But I have discovered, while I sit, meditate, ponder the issues at hand, behave badly, and hope for some clarity, that there are times, even in the midst of this morass, when I can still feel my Beauty.
Teaching yoga is one of those times. Not always, of course, but very often, when I am fully in the yoga room, tuned in to Those who have come to practice, I experience a clarity, Oneness, focus that is maybe as close to actual Yoga, union, as I generally come.
Practicing asana, pranayama and meditation is another of those times. The feeling of life-force moving through my body and breath, or sometimes, moving my body and breath, is close to ecstatic. Especially when I am not in physical pain, but, surprisingly, often when I am, too. In these times I experience myself as beautiful. Physically beautiful. This generally doesn’t happen in my daily life, what with looking nothing like the media-pushed images of beauty. But it happens on the mat. Oh, yes!

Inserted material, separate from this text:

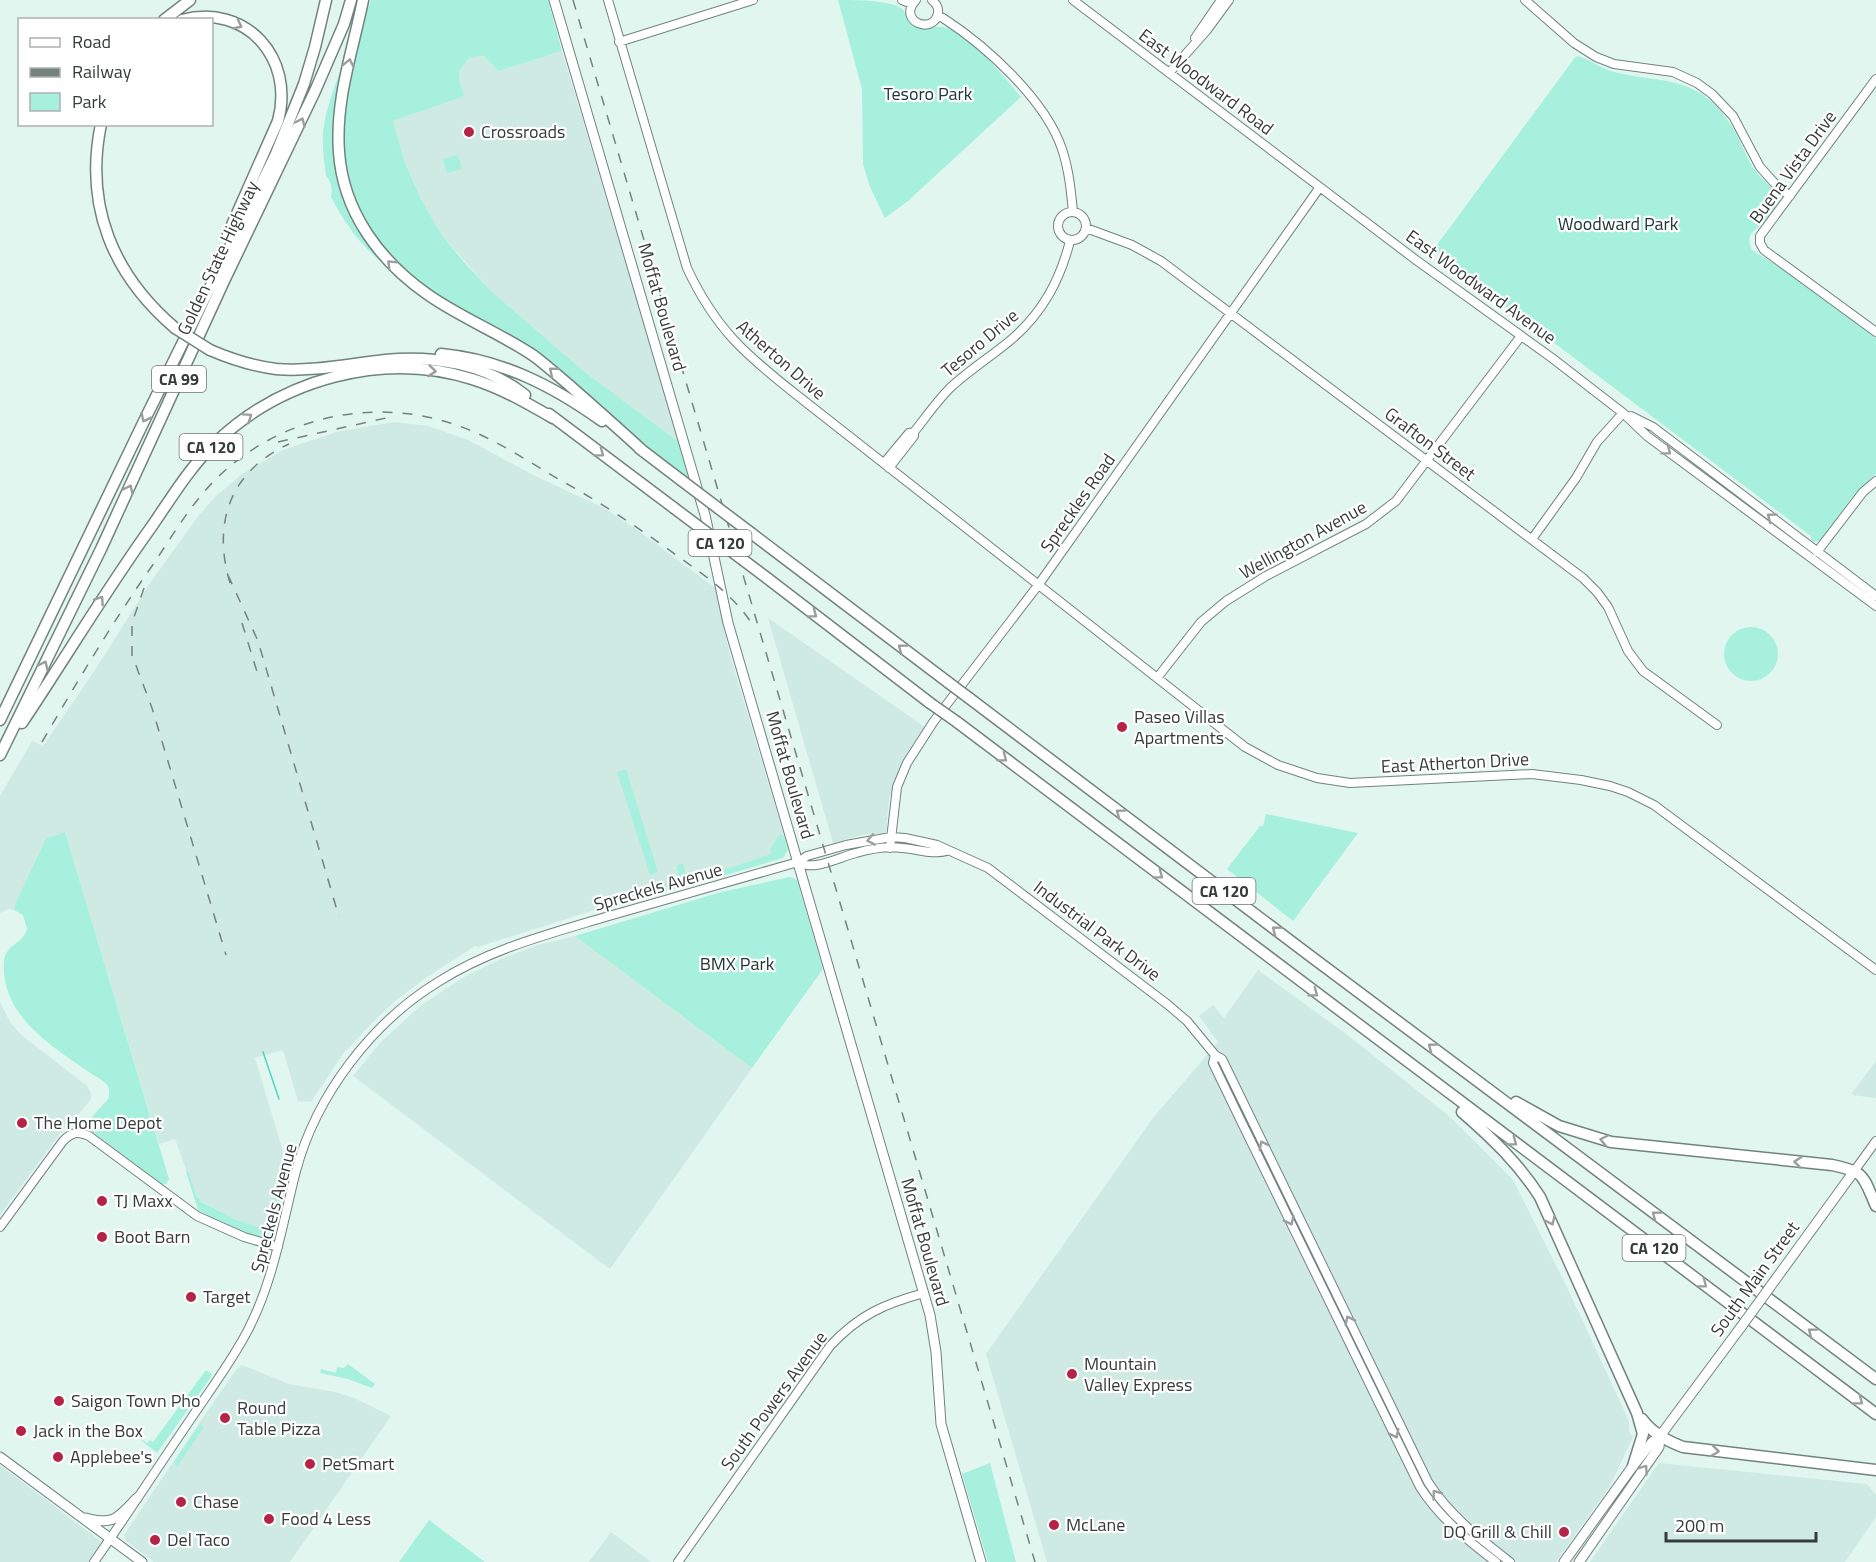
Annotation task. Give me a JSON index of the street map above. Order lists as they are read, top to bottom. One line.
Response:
{"streets":{"highway":["Golden State Highway","CA 99","CA 120"],"main road":["Moffat Boulevard","South Main Street"],"street":["East Woodward Road","Buena Vista Drive","East Woodward Avenue","Tesoro Drive","Atherton Drive","Grafton Street","Spreckles Road","Wellington Avenue","East Atherton Drive","Spreckels Avenue","Industrial Park Drive","South Powers Avenue"]},"crossings":[["East Woodward Road","East Woodward Avenue"],["East Woodward Road","Spreckles Road"],["Golden State Highway","CA 120"],["East Woodward Avenue","Spreckles Road"],["East Woodward Avenue","Wellington Avenue"],["Moffat Boulevard","Spreckels Avenue"],["Moffat Boulevard","Industrial Park Drive"],["Moffat Boulevard","South Powers Avenue"],["Tesoro Drive","Atherton Drive"],["Tesoro Drive","Grafton Street"],["Atherton Drive","Spreckles Road"],["Atherton Drive","East Atherton Drive"],["Grafton Street","Spreckles Road"],["Grafton Street","Wellington Avenue"],["Spreckles Road","East Atherton Drive"],["Spreckles Road","Industrial Park Drive"],["Wellington Avenue","East Atherton Drive"],["Spreckels Avenue","Industrial Park Drive"]],"parks":["Tesoro Park","Woodward Park","BMX Park"],"places":["Crossroads","Paseo Villas Apartments","The Home Depot","TJ Maxx","Boot Barn","Target","Mountain Valley Express","Saigon Town Pho","Round Table Pizza","Jack in the Box","Applebee's","PetSmart","Chase","Food 4 Less","McLane","DQ Grill & Chill","Del Taco"],"legend":["Road","Railway","Park"],"scale_bar":"200 m"}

I sat with a good friend yesterday, and she helped me clear some things. This is what she said; so wise, I have to share it:
Life is right, na? In all its forms. It is wonderful really that we have all these opportunities to re-express and reinvent ourselves.
Life is RIGHT. Life is beautiful. Just because it Is.
How simple, really. Perfection encompasses pain, shadow and light are in constant play with one another.
It’s. All. Good.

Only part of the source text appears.